When he went to eventually live on his own it didn’t go well. He fell into the wrong crowd. As a child he was always a loner. He was bullied through school and never fitted in. He was a big baby and grew to be a large boy.. very tall and solid. So he stood out. He didn’t like that. So he was easily led because he desperately wanted to fit in.
He was close to my late husband (not his Dad) and when he died in 2014 it hit him hard. I moved closer to my parents and my son came to visit one weekend.. he was having a psychotic episode. I had to have him hospitalised. He ended up living with me for a year.
It was tough. He wouldn’t leave his room most of the time. He would just play video games.
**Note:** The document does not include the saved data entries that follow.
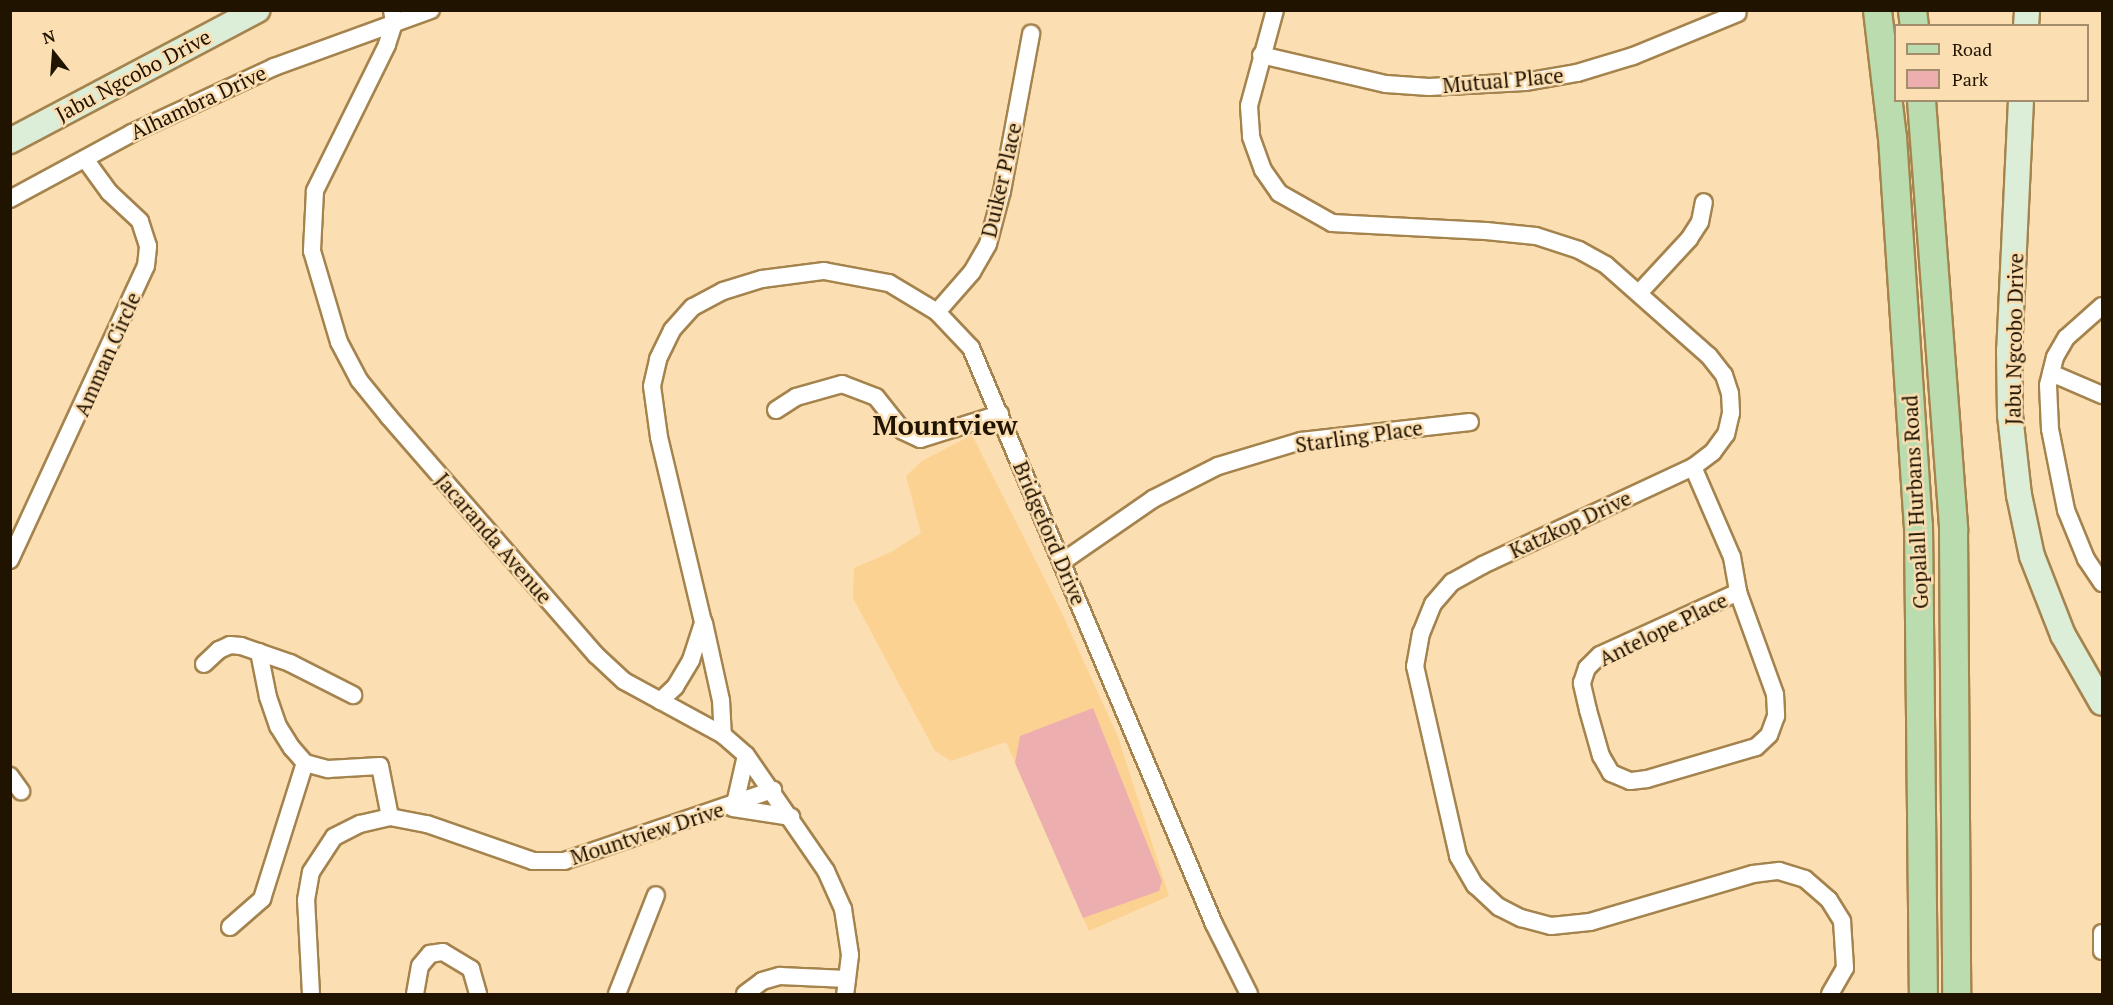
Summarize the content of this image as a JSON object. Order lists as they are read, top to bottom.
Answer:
{
  "streets": {
    "main road": ["Jabu Ngcobo Drive", "Gopalall Hurbans Road"],
    "street": [
      "Mutual Place",
      "Alhambra Drive",
      "Duiker Place",
      "Amman Circle",
      "Starling Place",
      "Katzkop Drive",
      "Bridgeford Drive",
      "Jacaranda Avenue",
      "Antelope Place",
      "Mountview Drive"
    ]
  },
  "crossings": [
    ["Mutual Place", "Katzkop Drive"],
    ["Alhambra Drive", "Amman Circle"],
    ["Alhambra Drive", "Jacaranda Avenue"],
    ["Duiker Place", "Bridgeford Drive"],
    ["Starling Place", "Bridgeford Drive"],
    ["Katzkop Drive", "Antelope Place"],
    ["Bridgeford Drive", "Jacaranda Avenue"],
    ["Jacaranda Avenue", "Mountview Drive"]
  ],
  "districts": ["Mountview"],
  "legend": ["Road", "Park"],
  "north": "top"
}
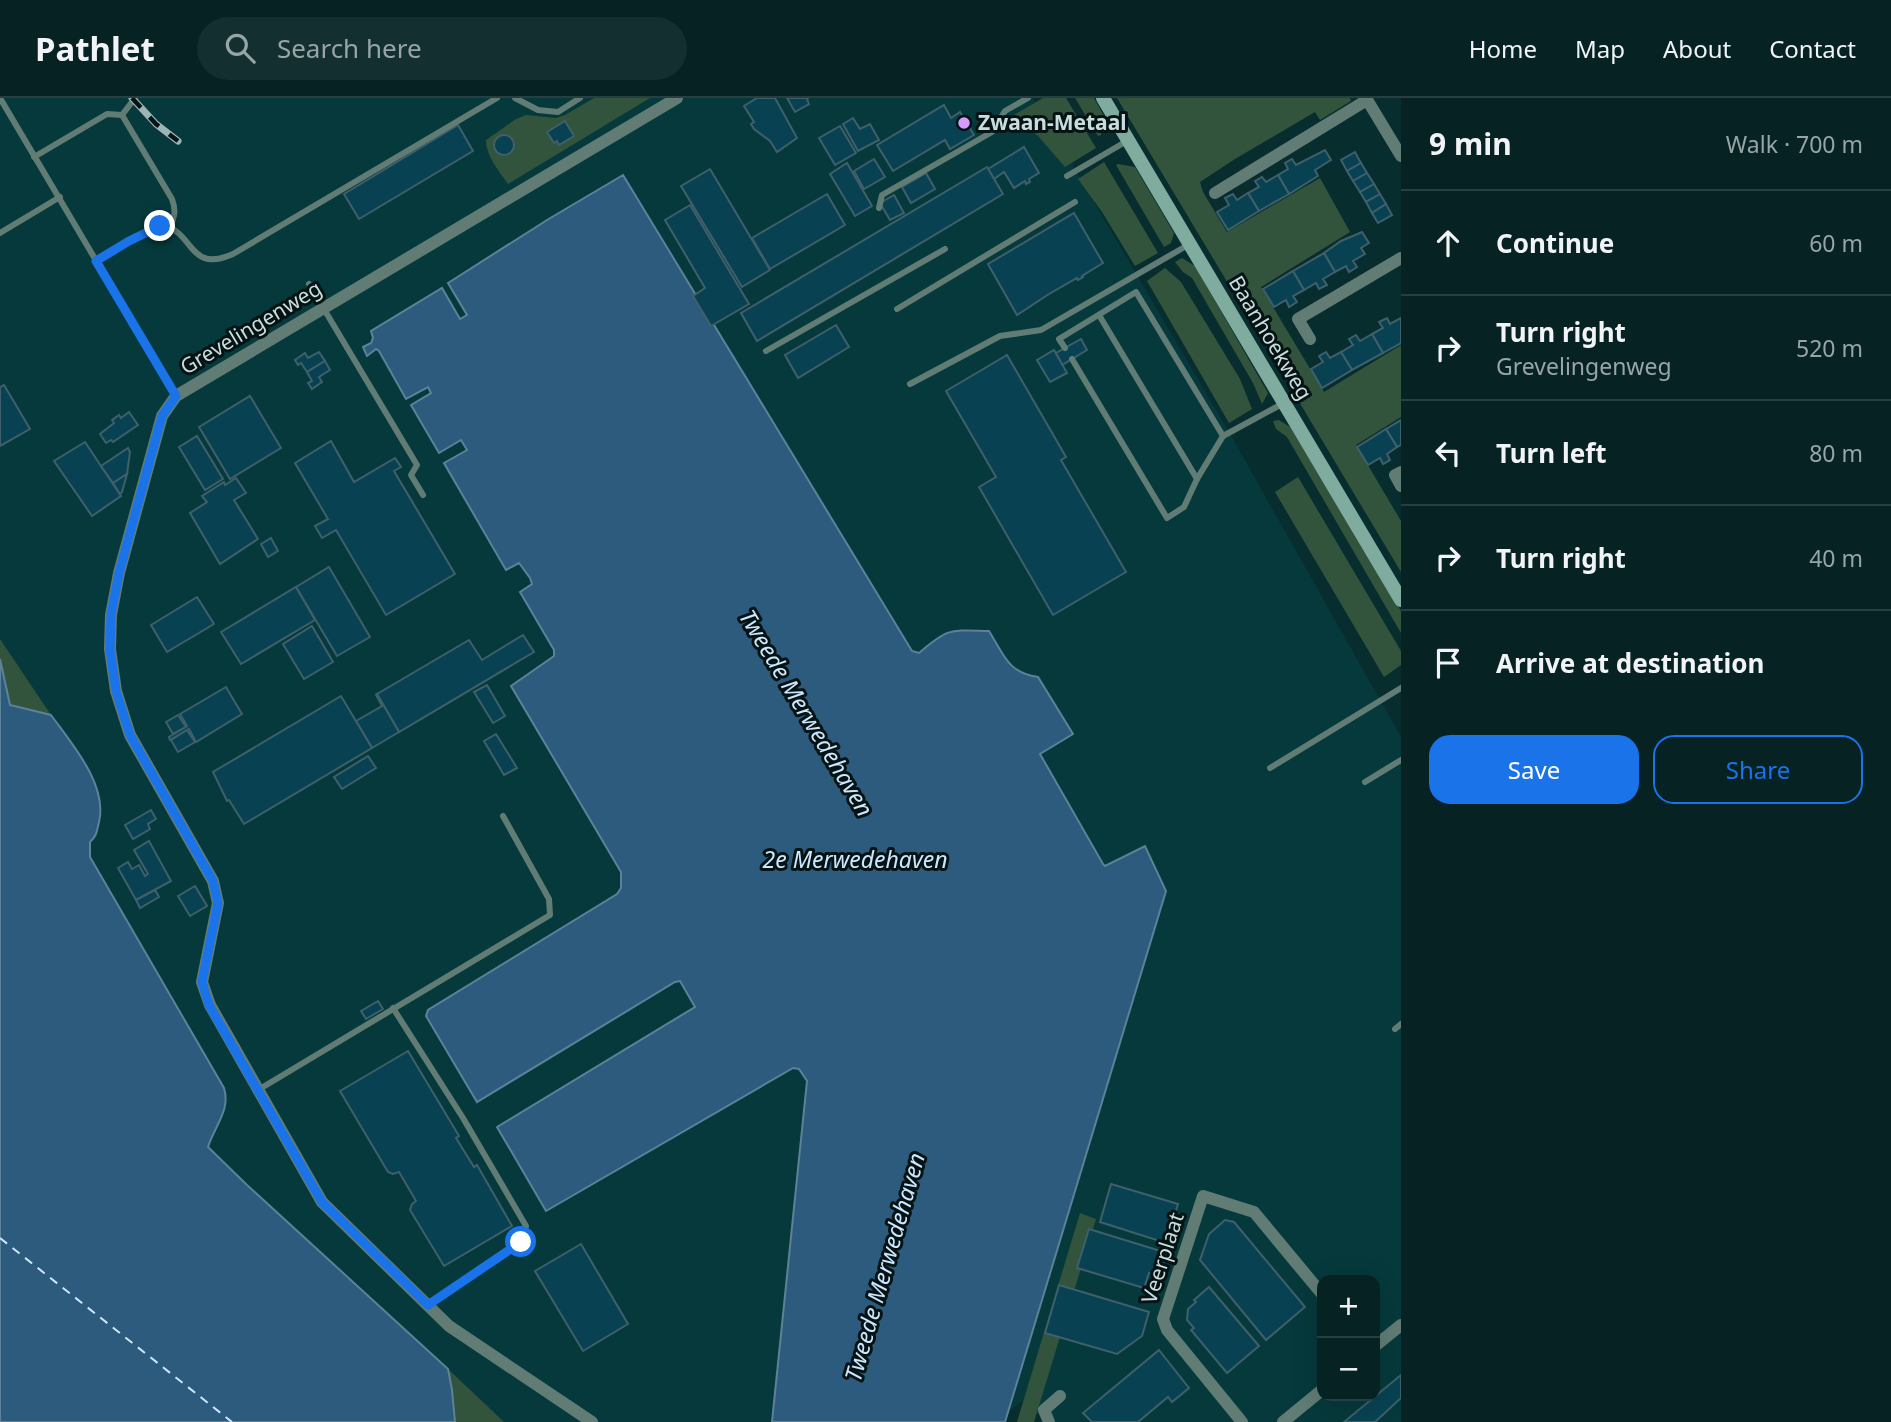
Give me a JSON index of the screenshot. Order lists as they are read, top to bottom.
{
  "streets": {
    "street": ["Grevelingenweg", "Baanhoekweg", "Veerplaat"]
  },
  "water": ["Tweede Merwedehaven", "2e Merwedehaven"],
  "places": ["Zwaan-Metaal"],
  "page": {
    "header": "Pathlet",
    "search": "Search here",
    "nav": [
      "Home",
      "Map",
      "About",
      "Contact"
    ],
    "heading": ["9 min", "Walk · 700 m"],
    "list": [
      ["Continue", "60 m"],
      ["Turn right", "Grevelingenweg", "520 m"],
      ["Turn left", "80 m"],
      ["Turn right", "40 m"],
      "Arrive at destination"
    ],
    "buttons": ["Save", "Share"],
    "map_buttons": ["+", "−"]
  }
}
He kept forgetting to take his meds. He kept wanting to bring girls home.
And I was dealing with my own mental illness. I have bipolar II .
I tried to support him as much as I could but I don’t think looking back I did the right things.
I pushed too hard. And it made it worse. Instead of realising that I could only just be there for him when he needed me. And listen, and advise when asked.
The rest he needed to figure out.
Eventually he moved away to live with my daughters. He was up and down. His Dad my ex- husband is good and was there for him as were his sisters.
He’s now met a wonderful woman , they’ve been together for 2 years. Unfortunately she is not well and currently in hospital. But he’s there for her. His meds are sorted. He sees his psychiatrist every three months. He’s working full time and he’s sleeping and eating well and no recreational drugs. And he’s happy.

So there is hope. You need to hang in there. It can be a long journey as it was for my son.